2024 Democratic National Convention

Ohio Democratic Rep.Joyce Beatty, Source: Bill Clark / Getty

The numbers don’t lie

Here’s how the percentages in favor of teaching the truth break down: 94% of Democrats, 84% of Independents–and a surprising 78% of Republicans surveyed agreed that students learning about the history of racism in America, including its impact on modern society is important. And, 68% agreed that teachers are doing a good job of teaching these subjects in an unbiased manner, and that the concepts taught to students are age-appropriate.
The results of the survey became notably less progressive when it came to the subject of teaching about gender identity. While 61% of respondents favored teaching students from the sixth through twelfth grades about sexual orientation, only 43% supported teaching about gender fluidity.
Either way, though, more than half of the respondents agreed that, while book-banning Republican officials have tried to frame their war on wokeness as a fight for parental rights, the truth is parents need to fall back and let educators do their jobs.
More from Cleaveland.com:
While 56% of respondents opposed giving parents the ability to stop schools from teaching topics they do not like, only 52% opposed giving parents a say over which books are available in school libraries, results show.
Responses strongly followed party lines.
Roughly 74% of Democrats and 61% of Independent voters favored keeping parents out of the classroom, compared with 39% of Republicans.

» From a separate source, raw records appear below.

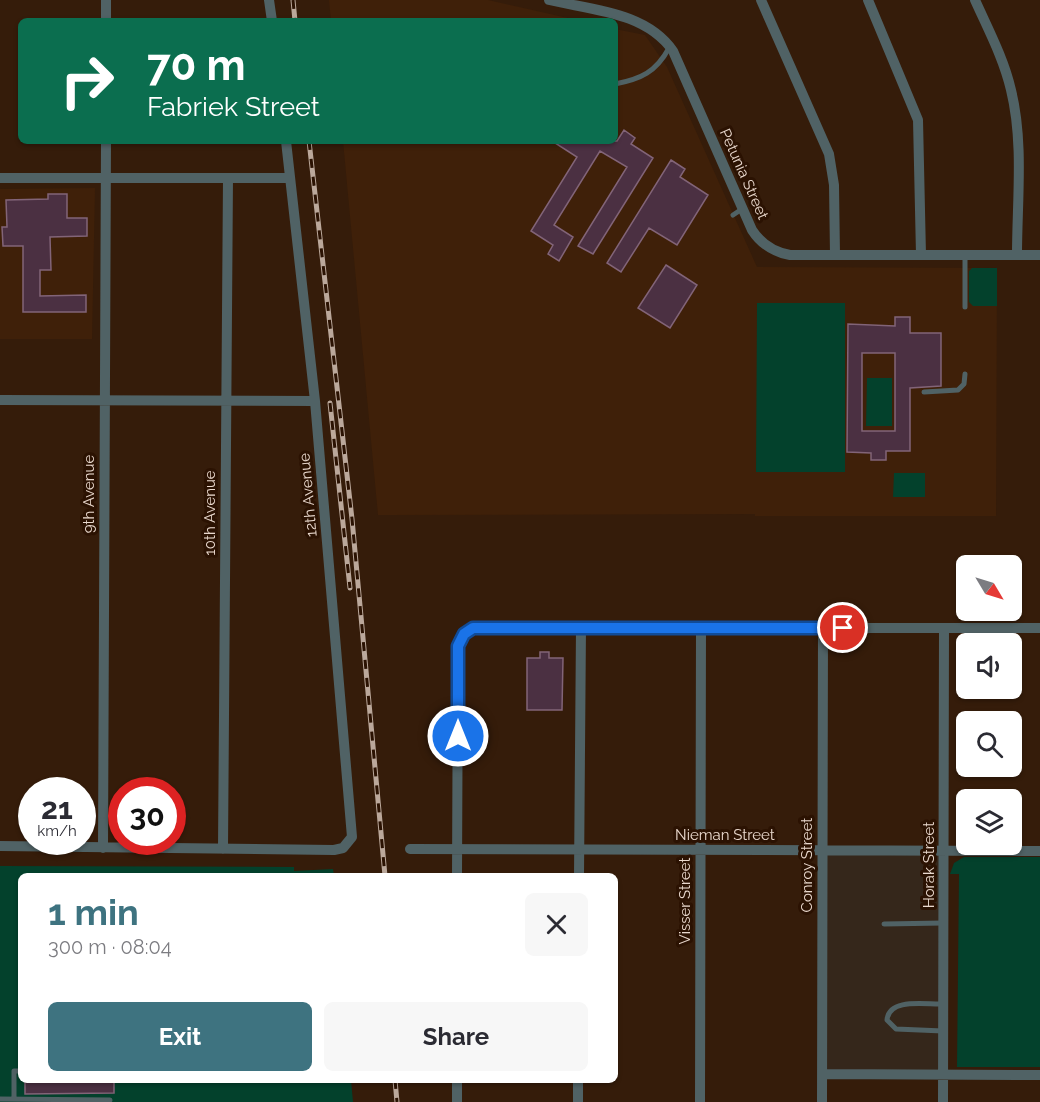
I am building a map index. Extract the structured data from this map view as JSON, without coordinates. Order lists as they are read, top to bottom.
{
  "streets": {
    "street": [
      "Petunia Street",
      "9th Avenue",
      "12th Avenue",
      "10th Avenue",
      "Nieman Street",
      "Conroy Street",
      "Horak Street",
      "Visser Street"
    ]
  },
  "crossings": [
    ["12th Avenue", "10th Avenue"],
    ["Nieman Street", "Conroy Street"],
    ["Nieman Street", "Horak Street"],
    ["Nieman Street", "Visser Street"]
  ],
  "north": "bottom right",
  "page": {
    "turn": ["70 m", "Fabriek Street"],
    "speed": "21 km/h",
    "limit": "30",
    "heading": ["1 min", "300 m · 08:04"],
    "buttons": ["Exit", "Share"]
  }
}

Meanwhile, 66% of Democrats and 59% of Independents favored keeping parents out of libraries, compared with 38% of Republicans.
Unsurprisingly, Republican respondents were the reason why the results were as close as they were regarding parental control. It’s not necessarily that parents shouldn’t have a say — they have a right to know what their kids are being taught, after all — but what we’ve been seeing in white conservative America is parents trying to enforce their ideologies into the education system. The result of that has been blatant propaganda against critical race theory, LGBTQ+ studies, and the ubiquitous thing they call “woke.”
Arguably, the most nefarious aspect of this right-wing projection is that conservatives pretend they represent popular opinion in America, and studies keep indicating that is not the case.